(Stored items)

== == ==

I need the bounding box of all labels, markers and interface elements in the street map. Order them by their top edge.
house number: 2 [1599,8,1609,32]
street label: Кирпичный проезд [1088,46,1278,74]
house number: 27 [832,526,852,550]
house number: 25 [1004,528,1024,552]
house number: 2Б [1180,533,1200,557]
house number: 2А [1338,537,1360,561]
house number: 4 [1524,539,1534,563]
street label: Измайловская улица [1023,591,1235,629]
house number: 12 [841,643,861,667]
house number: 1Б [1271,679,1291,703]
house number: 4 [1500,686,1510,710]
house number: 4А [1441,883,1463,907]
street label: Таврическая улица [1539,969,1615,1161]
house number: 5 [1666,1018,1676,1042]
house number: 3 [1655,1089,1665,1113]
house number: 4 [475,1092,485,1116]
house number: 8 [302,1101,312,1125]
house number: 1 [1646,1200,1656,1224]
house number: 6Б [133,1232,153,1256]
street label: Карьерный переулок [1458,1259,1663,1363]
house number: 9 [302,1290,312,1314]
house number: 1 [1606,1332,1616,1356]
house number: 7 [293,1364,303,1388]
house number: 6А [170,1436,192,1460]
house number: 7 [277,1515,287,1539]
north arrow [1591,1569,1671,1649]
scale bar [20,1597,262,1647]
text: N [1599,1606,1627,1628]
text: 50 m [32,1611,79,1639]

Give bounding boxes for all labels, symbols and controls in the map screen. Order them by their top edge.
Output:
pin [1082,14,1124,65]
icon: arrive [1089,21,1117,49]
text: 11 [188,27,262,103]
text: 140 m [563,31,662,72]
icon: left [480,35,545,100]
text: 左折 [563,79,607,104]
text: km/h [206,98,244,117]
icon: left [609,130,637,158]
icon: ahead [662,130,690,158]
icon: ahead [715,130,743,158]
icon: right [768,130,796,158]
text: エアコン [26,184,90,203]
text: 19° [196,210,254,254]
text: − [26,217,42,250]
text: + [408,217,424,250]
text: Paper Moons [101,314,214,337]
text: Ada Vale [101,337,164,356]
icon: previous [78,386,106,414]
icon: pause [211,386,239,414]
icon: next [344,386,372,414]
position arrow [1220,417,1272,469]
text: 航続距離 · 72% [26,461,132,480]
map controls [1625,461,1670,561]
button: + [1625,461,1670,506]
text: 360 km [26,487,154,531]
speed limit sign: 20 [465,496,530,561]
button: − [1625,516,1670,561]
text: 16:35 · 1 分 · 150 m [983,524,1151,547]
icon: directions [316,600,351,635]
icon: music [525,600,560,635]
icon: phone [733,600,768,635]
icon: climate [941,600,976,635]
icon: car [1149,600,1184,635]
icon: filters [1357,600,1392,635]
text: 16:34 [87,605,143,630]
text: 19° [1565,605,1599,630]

== == ==

Word for word, retype each record.

I need the bounding box of all labels, markers and interface elements in the street map. Order them by their top edge.
house number: 2 [1599,8,1609,32]
street label: Кирпичный проезд [1088,46,1278,74]
house number: 27 [832,526,852,550]
house number: 25 [1004,528,1024,552]
house number: 2Б [1180,533,1200,557]
house number: 2А [1338,537,1360,561]
house number: 4 [1524,539,1534,563]
street label: Измайловская улица [1023,591,1235,629]
house number: 12 [841,643,861,667]
house number: 1Б [1271,679,1291,703]
house number: 4 [1500,686,1510,710]
house number: 4А [1441,883,1463,907]
street label: Таврическая улица [1539,969,1615,1161]
house number: 5 [1666,1018,1676,1042]
house number: 3 [1655,1089,1665,1113]
house number: 4 [475,1092,485,1116]
house number: 8 [302,1101,312,1125]
house number: 1 [1646,1200,1656,1224]
house number: 6Б [133,1232,153,1256]
street label: Карьерный переулок [1458,1259,1663,1363]
house number: 9 [302,1290,312,1314]
house number: 1 [1606,1332,1616,1356]
house number: 7 [293,1364,303,1388]
house number: 6А [170,1436,192,1460]
house number: 7 [277,1515,287,1539]
north arrow [1591,1569,1671,1649]
scale bar [20,1597,262,1647]
text: N [1599,1606,1627,1628]
text: 50 m [32,1611,79,1639]

Give bounding boxes for all labels, symbols and controls in the map screen. Order them by their top edge.
Output:
pin [1082,14,1124,65]
icon: arrive [1089,21,1117,49]
text: 11 [188,27,262,103]
text: 140 m [563,31,662,72]
icon: left [480,35,545,100]
text: 左折 [563,79,607,104]
text: km/h [206,98,244,117]
icon: left [609,130,637,158]
icon: ahead [662,130,690,158]
icon: ahead [715,130,743,158]
icon: right [768,130,796,158]
text: エアコン [26,184,90,203]
text: 19° [196,210,254,254]
text: − [26,217,42,250]
text: + [408,217,424,250]
text: Paper Moons [101,314,214,337]
text: Ada Vale [101,337,164,356]
icon: previous [78,386,106,414]
icon: pause [211,386,239,414]
icon: next [344,386,372,414]
position arrow [1220,417,1272,469]
text: 航続距離 · 72% [26,461,132,480]
map controls [1625,461,1670,561]
button: + [1625,461,1670,506]
text: 360 km [26,487,154,531]
speed limit sign: 20 [465,496,530,561]
button: − [1625,516,1670,561]
text: 16:35 · 1 分 · 150 m [983,524,1151,547]
icon: directions [316,600,351,635]
icon: music [525,600,560,635]
icon: phone [733,600,768,635]
icon: climate [941,600,976,635]
icon: car [1149,600,1184,635]
icon: filters [1357,600,1392,635]
text: 16:34 [87,605,143,630]
text: 19° [1565,605,1599,630]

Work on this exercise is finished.